Ron, I thought this was going to be a simple task of taking the fan down install a new light fixture. I haven't checked the power yet that's on today's list of things to do. Here is the wire set up: 

the old fan had a light kit, black wire, white wire, red wire. The electrical box in the ceiling has two black wires tied together that the black wire from the fan was attached, two white wires tied together that the white wire from the fan was attached and a red wire that attached the red wire to the fan. The new light only has two wires black and white. The interesting part of the red wire from the old fan had a tag that read " to the light"


----------



## Ron6519 (Mar 28, 2007)

With the 3 way switch set up, the wiring can be tricky. Each switch has a "common" screw which is a different color from the other 2 screws. On one switch the common screw has the incoming power, The other common goes straight to the light. Check the two switches and see which one has the incoming power. The other switch will go to the light. Check to see what color the wire is and make sure that wire is attached to the light.
Did you move any of the wires attached to either switch?
Do you know where the capped red wire goes?
Ron.


----------



## joed (Mar 13, 2005)

Connect the light to the red and white and cap the black. The blacks are unswitched power so the fan will always work. The red should be switched power that was used for the light.

Don't mess the other wires in the box or you could have a problem with the three way switches.


----------



## pglc (Jun 8, 2009)

joed said:


> Connect the light to the red and white and cap the black. The blacks are unswitched power so the fan will always work. The red should be switched power that was used for the light.
> 
> Don't mess the other wires in the box or you could have a problem with the three way switches.


Joe here's what 2 responses I got from others.

I believe wiring is 

Red to light black

2 whites to light white

2 blacks nutted together




If you wire it as advised one of your wall switches will not longer work. That red is a runnier that connects the power between the switches.
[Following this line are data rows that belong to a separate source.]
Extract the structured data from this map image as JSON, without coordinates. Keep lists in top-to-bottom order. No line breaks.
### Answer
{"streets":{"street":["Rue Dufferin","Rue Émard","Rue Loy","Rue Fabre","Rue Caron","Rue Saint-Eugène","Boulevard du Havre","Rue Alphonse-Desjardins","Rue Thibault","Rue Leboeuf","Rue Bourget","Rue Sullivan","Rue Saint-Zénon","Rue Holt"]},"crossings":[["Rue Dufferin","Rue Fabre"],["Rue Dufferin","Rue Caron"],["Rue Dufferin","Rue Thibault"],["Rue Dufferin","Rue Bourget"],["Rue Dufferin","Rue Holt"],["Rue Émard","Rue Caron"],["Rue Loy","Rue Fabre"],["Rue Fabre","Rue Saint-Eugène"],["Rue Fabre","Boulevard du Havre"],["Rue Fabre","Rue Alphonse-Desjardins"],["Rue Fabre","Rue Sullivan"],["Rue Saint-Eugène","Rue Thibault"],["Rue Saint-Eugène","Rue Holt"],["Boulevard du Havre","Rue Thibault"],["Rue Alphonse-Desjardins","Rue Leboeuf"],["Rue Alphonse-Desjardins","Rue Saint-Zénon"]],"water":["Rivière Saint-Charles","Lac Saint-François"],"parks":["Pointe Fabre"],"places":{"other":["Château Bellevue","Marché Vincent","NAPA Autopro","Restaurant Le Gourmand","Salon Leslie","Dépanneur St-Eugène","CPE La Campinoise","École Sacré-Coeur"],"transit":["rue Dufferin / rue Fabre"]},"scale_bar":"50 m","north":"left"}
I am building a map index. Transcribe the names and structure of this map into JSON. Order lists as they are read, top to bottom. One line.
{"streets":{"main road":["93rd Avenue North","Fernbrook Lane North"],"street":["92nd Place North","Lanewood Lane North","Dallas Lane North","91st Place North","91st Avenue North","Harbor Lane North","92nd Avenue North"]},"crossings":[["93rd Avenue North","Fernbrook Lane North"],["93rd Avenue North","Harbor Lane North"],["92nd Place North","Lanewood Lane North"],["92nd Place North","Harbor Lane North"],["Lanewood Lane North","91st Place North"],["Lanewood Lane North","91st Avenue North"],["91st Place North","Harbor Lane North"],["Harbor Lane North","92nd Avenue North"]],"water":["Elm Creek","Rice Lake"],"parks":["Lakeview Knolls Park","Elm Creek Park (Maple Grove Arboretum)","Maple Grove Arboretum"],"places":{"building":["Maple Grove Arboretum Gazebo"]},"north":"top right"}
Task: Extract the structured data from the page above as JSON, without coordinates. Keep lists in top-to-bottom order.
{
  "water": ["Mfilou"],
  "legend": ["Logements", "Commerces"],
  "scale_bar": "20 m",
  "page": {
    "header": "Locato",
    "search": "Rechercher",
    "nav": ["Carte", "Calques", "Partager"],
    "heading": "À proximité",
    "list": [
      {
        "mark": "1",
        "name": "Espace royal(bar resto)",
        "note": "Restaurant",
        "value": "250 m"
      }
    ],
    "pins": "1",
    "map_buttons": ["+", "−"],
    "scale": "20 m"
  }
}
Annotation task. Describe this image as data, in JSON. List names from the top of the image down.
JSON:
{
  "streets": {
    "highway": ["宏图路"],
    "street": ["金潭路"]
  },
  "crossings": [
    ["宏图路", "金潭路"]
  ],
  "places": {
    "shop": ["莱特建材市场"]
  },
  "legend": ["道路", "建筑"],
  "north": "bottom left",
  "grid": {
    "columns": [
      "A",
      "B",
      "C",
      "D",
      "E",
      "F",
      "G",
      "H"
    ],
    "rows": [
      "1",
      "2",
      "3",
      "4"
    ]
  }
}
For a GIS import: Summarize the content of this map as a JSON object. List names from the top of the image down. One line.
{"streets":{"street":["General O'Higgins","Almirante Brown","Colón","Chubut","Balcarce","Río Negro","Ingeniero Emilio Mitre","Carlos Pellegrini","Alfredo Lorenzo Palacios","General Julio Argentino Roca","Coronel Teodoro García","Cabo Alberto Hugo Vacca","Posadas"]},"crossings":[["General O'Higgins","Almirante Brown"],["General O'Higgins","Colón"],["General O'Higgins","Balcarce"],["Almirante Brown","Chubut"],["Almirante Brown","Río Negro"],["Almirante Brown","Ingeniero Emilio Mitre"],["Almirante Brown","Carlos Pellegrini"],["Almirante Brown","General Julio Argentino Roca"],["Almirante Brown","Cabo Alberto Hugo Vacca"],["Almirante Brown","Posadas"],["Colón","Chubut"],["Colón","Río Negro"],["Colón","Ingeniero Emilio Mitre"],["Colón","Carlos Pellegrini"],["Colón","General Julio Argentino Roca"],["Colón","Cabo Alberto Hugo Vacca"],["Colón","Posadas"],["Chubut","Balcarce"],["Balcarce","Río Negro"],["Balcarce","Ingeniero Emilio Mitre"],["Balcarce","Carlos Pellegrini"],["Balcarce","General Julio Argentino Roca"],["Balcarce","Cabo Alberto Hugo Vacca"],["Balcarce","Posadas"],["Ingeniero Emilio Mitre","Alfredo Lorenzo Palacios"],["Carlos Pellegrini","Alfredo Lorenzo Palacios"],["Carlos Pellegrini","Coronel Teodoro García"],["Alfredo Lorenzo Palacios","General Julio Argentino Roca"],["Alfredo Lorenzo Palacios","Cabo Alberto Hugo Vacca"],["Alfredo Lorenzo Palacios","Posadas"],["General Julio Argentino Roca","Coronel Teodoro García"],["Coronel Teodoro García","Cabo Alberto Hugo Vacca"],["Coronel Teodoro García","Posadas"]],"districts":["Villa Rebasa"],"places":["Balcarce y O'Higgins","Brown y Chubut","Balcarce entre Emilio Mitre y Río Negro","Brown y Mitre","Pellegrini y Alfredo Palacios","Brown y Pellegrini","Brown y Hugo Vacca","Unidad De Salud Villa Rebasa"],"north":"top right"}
For all intent and purpose you treat it like another black, wire nut 2 blacks and a red all to the light fixture black.
__________________


----------



## pglc (Jun 8, 2009)

With the wires connected, 2 black, red and light black the fixture stays on all the time. switches have no control. With the 2 black capped and the red to the fixture black at least one switch controls the light. The second maybe bad, i don't feel any resistance when the switch is moved on or off.


----------



## pglc (Jun 8, 2009)

joed said:


> Connect the light to the red and white and cap the black. The blacks are unswitched power so the fan will always work. The red should be switched power that was used for the light.
> 
> Don't mess the other wires in the box or you could have a problem with the three way switches.


Joe did you mean to say connect the red, light black and the white wires?


----------



## Ron6519 (Mar 28, 2007)

pglc said:


> With the wires connected, 2 black, red and light black the fixture stays on all the time. switches have no control. With the 2 black capped and the red to the fixture black at least one switch controls the light. The second maybe bad, i don't feel any resistance when the switch is moved on or off.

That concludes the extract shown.